---------- Input material

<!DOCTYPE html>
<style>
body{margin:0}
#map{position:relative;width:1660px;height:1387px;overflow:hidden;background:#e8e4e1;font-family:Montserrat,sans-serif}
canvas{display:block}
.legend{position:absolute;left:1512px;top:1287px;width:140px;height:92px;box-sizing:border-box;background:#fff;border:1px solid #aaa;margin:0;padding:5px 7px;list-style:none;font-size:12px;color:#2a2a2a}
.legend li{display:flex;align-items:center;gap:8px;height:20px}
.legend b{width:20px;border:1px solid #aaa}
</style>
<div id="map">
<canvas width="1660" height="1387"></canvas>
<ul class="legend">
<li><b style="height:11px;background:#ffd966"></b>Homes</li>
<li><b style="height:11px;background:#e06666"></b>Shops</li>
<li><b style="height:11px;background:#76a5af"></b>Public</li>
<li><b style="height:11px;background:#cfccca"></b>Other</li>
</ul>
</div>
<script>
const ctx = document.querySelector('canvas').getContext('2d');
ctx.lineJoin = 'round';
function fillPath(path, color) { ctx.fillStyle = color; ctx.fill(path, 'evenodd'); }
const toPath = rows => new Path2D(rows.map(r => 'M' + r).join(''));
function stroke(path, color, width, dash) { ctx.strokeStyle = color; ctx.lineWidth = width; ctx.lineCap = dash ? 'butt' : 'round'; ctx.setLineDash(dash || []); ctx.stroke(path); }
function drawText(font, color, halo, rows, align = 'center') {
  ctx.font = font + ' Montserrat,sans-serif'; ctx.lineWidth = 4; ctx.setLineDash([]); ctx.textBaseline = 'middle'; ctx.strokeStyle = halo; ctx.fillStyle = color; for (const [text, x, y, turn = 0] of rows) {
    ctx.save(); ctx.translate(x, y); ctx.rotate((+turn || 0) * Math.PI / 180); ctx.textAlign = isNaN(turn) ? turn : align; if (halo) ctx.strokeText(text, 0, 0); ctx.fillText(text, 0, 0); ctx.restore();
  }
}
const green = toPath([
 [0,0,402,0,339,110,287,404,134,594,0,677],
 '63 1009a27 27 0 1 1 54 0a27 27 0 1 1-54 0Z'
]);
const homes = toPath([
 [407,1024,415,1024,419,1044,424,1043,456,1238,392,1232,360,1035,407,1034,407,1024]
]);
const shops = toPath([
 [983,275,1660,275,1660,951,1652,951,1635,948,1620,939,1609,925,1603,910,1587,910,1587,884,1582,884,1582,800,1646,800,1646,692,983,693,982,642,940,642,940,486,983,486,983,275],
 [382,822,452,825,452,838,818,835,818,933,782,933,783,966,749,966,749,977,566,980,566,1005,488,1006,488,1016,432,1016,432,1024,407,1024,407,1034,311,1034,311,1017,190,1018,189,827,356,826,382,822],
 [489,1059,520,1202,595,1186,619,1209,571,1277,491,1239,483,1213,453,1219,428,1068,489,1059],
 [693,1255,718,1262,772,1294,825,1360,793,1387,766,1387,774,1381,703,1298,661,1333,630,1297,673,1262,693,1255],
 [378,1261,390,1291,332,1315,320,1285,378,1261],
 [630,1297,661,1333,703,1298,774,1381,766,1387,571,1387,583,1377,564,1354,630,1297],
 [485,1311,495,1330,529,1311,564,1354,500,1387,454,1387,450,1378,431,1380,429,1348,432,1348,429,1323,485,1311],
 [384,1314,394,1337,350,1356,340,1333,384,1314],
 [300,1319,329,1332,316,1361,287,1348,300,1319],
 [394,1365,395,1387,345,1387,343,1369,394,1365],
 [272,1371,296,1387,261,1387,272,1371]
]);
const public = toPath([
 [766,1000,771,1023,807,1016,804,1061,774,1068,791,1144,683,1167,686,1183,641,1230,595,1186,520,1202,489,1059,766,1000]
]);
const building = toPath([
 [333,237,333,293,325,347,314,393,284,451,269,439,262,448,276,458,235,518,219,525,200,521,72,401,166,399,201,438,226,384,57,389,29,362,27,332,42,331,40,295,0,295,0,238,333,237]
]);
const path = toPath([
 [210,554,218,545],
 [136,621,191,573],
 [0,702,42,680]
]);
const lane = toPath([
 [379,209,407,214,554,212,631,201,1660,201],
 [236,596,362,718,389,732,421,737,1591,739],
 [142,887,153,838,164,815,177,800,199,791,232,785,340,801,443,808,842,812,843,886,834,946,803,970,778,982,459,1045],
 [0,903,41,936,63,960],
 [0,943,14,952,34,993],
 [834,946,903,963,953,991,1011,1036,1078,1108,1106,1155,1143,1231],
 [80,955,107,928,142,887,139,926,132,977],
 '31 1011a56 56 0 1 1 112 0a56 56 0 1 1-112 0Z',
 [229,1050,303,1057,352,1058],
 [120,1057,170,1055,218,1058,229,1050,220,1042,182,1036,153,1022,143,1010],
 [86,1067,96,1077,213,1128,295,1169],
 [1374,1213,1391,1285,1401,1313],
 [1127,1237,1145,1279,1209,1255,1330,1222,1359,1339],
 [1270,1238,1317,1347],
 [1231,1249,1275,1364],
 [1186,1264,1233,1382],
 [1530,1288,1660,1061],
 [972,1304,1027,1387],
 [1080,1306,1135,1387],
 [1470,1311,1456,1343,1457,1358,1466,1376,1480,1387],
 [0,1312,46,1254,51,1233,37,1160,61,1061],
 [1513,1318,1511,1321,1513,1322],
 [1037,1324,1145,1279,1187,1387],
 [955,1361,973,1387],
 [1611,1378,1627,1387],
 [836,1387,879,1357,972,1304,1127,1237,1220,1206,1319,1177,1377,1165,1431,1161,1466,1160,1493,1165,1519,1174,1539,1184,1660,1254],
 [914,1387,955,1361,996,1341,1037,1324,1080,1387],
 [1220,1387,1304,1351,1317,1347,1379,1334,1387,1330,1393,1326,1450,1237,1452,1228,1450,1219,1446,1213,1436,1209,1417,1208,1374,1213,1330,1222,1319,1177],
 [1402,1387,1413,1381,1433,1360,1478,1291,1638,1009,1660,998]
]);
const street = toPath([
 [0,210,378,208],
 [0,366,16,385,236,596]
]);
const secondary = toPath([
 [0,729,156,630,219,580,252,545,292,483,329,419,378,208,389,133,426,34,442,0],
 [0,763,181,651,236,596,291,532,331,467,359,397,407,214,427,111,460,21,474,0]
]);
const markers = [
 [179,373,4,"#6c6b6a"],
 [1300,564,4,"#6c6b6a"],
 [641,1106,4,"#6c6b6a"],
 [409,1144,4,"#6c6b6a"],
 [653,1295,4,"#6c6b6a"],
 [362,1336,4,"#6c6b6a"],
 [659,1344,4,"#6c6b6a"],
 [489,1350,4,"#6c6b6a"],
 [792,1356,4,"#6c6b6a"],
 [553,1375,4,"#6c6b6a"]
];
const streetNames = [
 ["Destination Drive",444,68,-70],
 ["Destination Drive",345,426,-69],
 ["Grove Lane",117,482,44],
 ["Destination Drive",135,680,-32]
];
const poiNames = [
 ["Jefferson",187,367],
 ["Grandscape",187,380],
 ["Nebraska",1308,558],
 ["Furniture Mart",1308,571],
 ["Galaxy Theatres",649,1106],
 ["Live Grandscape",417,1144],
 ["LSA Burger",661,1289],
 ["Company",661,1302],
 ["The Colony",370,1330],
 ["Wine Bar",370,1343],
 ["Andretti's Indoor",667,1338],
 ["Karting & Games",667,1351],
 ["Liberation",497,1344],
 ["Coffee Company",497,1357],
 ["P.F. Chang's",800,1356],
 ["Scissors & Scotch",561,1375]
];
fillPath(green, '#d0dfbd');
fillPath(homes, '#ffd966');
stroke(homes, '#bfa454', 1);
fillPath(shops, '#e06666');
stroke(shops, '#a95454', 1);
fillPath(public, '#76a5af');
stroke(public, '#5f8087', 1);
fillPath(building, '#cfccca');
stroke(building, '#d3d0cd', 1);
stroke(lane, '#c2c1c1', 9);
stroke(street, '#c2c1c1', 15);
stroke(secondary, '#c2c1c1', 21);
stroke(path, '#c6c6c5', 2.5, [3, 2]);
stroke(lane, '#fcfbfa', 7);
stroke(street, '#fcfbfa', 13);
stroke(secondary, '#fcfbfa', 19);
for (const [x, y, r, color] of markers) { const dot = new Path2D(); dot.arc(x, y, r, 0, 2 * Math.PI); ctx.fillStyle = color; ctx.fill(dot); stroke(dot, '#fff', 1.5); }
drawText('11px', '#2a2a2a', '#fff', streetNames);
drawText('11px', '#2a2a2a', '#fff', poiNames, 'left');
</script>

--------------------
---------- Input material

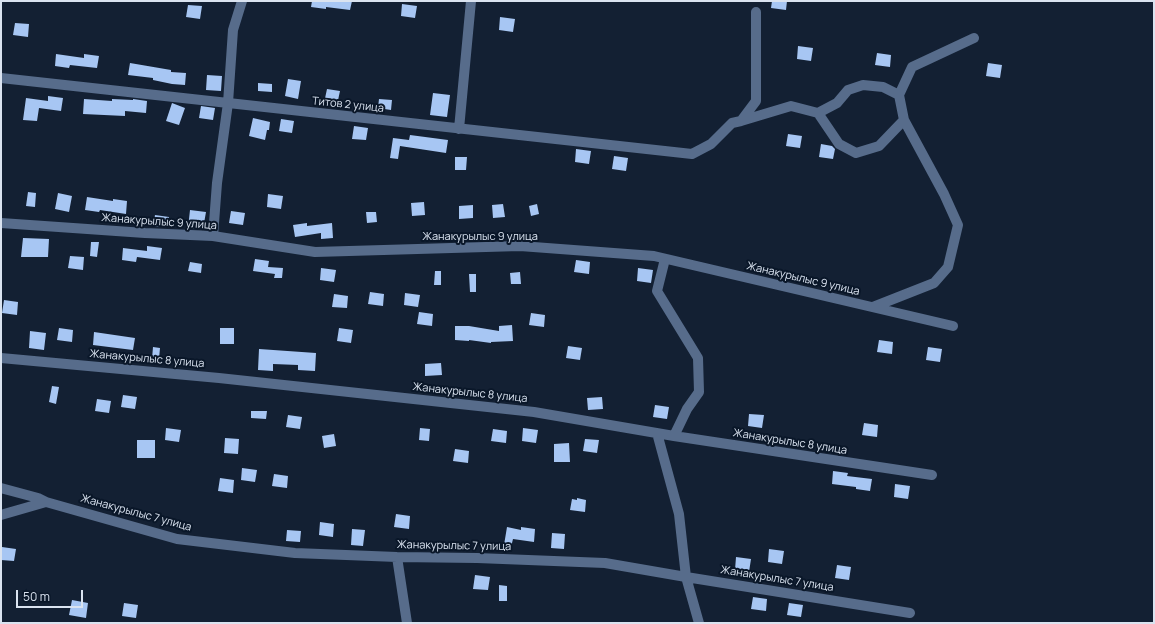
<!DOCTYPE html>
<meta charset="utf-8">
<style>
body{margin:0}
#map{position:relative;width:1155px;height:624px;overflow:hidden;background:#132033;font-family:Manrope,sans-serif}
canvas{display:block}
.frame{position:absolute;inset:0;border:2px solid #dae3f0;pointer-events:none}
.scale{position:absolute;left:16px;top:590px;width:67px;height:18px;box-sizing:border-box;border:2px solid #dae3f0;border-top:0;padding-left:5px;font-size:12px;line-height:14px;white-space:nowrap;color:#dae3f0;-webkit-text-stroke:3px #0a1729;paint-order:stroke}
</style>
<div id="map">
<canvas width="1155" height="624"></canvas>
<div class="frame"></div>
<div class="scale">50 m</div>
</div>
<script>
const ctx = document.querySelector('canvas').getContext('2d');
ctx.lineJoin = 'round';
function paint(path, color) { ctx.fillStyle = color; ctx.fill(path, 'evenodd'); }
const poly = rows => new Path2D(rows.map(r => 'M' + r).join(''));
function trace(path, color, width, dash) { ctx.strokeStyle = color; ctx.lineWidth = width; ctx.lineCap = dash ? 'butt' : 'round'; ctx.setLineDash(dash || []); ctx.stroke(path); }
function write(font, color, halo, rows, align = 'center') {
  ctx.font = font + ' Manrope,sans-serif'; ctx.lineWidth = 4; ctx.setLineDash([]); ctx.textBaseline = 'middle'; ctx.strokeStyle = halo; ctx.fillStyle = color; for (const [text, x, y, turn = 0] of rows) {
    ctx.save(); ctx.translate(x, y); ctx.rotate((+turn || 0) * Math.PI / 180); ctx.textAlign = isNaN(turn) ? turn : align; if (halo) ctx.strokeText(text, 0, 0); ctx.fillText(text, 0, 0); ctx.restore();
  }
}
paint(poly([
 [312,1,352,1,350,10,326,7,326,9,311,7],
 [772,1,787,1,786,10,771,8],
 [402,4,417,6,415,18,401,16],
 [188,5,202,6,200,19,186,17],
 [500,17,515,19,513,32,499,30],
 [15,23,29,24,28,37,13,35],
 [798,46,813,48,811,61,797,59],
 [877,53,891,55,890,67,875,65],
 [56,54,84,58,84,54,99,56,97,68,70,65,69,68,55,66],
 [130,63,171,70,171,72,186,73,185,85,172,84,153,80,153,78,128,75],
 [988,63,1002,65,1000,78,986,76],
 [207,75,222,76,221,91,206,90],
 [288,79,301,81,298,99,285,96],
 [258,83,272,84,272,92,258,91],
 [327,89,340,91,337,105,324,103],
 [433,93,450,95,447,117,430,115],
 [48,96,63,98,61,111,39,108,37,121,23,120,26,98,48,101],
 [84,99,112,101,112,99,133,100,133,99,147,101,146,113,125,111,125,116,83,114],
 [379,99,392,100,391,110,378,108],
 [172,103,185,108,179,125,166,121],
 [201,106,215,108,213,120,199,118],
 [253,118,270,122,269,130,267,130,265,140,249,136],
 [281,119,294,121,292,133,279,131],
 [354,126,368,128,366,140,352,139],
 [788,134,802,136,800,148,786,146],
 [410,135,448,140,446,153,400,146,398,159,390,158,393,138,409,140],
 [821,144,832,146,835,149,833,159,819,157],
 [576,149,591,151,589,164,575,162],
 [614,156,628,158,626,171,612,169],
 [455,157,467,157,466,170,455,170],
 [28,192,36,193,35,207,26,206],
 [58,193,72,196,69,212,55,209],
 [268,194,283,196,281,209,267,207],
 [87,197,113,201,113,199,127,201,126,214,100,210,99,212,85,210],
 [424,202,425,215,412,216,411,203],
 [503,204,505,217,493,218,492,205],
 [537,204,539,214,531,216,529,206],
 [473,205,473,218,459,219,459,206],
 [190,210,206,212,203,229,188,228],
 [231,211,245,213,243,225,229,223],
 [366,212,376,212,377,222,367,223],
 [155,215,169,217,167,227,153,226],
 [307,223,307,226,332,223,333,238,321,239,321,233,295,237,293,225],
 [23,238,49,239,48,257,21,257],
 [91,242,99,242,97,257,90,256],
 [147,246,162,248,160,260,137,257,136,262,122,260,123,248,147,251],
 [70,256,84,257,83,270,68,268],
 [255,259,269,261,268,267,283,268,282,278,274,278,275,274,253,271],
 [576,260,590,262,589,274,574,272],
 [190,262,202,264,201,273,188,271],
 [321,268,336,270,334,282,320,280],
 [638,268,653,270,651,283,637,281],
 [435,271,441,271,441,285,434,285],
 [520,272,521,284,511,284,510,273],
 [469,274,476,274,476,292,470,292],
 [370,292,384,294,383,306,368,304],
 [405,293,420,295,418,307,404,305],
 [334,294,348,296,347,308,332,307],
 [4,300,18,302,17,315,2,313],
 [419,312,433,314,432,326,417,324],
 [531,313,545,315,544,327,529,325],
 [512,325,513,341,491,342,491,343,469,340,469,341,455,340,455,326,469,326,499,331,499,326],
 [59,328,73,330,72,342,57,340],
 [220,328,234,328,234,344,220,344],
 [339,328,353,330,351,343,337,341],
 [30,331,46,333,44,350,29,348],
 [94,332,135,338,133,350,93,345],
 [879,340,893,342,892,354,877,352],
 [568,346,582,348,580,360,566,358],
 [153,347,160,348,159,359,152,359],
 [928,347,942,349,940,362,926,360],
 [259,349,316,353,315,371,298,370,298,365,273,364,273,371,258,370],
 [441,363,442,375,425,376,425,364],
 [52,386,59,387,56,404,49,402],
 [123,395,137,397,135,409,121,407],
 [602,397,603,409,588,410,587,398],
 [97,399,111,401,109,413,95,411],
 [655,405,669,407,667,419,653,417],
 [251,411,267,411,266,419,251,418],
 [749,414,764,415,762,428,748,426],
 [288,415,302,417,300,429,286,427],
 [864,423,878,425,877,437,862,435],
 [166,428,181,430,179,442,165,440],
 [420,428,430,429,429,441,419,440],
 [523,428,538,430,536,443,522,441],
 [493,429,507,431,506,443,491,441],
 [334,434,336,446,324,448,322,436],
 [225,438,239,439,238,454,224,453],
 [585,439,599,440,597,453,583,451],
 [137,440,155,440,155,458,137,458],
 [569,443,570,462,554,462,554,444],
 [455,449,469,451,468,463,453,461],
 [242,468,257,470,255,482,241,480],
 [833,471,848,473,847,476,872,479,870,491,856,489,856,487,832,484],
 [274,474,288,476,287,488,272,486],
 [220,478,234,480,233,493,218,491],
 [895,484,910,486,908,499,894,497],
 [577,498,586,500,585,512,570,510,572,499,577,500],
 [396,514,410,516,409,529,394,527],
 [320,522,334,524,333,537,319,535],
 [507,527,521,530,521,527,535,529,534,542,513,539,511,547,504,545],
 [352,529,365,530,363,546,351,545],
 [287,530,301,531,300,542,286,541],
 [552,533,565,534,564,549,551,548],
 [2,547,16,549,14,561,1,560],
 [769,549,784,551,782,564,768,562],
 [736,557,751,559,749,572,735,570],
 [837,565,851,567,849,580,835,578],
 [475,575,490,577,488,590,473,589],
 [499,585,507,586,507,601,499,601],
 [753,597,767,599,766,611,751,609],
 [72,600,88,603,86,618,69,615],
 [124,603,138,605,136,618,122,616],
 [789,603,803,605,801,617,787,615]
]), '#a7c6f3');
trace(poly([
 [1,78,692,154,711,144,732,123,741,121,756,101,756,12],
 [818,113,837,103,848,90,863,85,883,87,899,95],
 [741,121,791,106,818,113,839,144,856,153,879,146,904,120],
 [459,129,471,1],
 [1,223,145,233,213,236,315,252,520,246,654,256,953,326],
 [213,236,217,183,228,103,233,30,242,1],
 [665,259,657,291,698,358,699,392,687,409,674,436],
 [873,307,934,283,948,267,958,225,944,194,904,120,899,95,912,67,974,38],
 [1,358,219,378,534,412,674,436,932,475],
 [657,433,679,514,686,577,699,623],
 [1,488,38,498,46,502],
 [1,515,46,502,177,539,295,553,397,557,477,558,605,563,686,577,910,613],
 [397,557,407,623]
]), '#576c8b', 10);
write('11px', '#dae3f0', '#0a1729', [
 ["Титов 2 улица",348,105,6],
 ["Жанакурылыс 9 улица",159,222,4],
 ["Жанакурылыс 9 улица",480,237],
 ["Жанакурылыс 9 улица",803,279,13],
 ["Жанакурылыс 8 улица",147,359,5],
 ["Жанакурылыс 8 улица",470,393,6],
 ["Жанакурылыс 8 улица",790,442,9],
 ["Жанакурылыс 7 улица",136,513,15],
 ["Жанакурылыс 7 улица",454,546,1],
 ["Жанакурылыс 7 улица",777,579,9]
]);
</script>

--------------------
---------- Input material

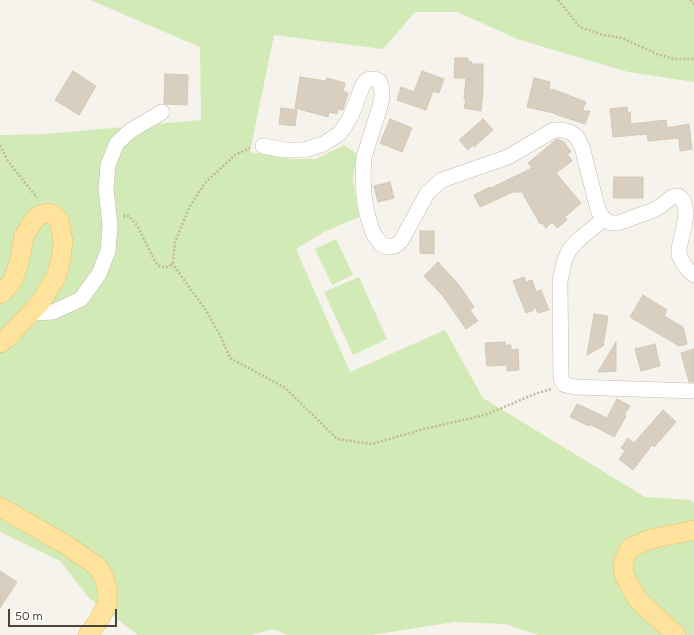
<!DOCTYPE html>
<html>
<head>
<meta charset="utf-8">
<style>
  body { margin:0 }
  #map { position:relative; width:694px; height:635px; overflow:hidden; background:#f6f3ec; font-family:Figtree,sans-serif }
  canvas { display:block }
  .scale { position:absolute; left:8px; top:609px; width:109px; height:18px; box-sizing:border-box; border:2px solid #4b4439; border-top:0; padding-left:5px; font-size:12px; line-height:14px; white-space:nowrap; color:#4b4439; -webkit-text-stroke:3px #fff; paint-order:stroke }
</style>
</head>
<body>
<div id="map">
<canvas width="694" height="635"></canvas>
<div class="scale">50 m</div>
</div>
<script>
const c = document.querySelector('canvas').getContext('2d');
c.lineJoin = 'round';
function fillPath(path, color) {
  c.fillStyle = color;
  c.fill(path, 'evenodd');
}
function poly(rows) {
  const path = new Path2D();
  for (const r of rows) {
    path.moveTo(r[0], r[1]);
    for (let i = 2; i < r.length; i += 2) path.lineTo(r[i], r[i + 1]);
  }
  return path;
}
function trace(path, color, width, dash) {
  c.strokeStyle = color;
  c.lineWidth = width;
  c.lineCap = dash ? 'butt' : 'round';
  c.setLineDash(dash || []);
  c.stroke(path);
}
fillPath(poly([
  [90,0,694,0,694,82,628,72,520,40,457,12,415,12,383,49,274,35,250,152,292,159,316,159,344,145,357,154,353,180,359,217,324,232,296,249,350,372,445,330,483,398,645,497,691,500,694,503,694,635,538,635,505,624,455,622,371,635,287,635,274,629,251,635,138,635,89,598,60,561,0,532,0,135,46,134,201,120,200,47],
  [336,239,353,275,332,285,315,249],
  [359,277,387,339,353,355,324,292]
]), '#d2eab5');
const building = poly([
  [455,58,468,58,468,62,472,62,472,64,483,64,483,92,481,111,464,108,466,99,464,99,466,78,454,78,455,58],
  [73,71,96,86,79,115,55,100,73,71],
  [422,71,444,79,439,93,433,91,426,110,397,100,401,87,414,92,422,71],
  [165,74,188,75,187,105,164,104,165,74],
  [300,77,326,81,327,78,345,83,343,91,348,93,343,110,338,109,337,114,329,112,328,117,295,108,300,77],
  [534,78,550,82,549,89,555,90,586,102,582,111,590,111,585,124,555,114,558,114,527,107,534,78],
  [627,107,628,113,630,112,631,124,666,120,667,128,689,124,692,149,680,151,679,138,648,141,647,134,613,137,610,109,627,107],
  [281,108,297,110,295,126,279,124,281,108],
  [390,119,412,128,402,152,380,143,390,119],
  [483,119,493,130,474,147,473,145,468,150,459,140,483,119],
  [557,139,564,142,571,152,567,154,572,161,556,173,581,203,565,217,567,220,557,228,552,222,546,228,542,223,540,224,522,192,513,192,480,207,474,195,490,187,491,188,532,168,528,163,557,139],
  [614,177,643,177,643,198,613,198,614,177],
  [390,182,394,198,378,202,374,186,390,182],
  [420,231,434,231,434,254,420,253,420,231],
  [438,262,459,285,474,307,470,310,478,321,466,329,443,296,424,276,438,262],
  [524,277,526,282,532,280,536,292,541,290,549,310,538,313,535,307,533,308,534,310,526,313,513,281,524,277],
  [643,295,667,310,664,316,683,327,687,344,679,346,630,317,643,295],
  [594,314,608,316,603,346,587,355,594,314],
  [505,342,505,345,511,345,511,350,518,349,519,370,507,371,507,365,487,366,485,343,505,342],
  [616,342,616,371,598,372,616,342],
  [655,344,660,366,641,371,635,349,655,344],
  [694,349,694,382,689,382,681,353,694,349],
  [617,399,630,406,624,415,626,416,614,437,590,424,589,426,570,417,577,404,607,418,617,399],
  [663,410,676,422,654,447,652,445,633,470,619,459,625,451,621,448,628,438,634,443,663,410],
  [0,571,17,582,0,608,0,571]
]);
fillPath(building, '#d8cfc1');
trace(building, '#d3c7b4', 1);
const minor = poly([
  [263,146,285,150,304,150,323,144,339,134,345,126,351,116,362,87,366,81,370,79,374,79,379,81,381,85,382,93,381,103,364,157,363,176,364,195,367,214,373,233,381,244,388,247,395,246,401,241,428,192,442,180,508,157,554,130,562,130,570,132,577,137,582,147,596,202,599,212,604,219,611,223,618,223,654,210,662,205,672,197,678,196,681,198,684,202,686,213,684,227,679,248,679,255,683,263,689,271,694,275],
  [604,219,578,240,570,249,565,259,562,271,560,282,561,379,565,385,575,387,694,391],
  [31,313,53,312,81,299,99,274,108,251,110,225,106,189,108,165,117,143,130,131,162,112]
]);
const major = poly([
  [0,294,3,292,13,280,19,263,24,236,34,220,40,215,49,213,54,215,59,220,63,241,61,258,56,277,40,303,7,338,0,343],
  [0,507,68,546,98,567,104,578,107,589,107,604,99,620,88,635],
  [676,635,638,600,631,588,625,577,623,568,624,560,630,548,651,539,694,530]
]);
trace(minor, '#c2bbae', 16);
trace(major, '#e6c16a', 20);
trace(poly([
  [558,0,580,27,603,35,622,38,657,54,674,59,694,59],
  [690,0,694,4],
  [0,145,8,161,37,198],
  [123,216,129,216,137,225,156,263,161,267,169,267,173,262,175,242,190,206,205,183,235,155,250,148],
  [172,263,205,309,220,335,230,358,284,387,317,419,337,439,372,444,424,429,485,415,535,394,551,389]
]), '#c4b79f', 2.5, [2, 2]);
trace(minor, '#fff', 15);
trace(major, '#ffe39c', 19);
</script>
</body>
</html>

--------------------

Your answer should consist solely of the lines above from the line with "function paint(path, color)" to the line with "function write(font, color, halo, rows, align", both included, reproduced exactly.

function paint(path, color) { ctx.fillStyle = color; ctx.fill(path, 'evenodd'); }
const poly = rows => new Path2D(rows.map(r => 'M' + r).join(''));
function trace(path, color, width, dash) { ctx.strokeStyle = color; ctx.lineWidth = width; ctx.lineCap = dash ? 'butt' : 'round'; ctx.setLineDash(dash || []); ctx.stroke(path); }
function write(font, color, halo, rows, align = 'center') {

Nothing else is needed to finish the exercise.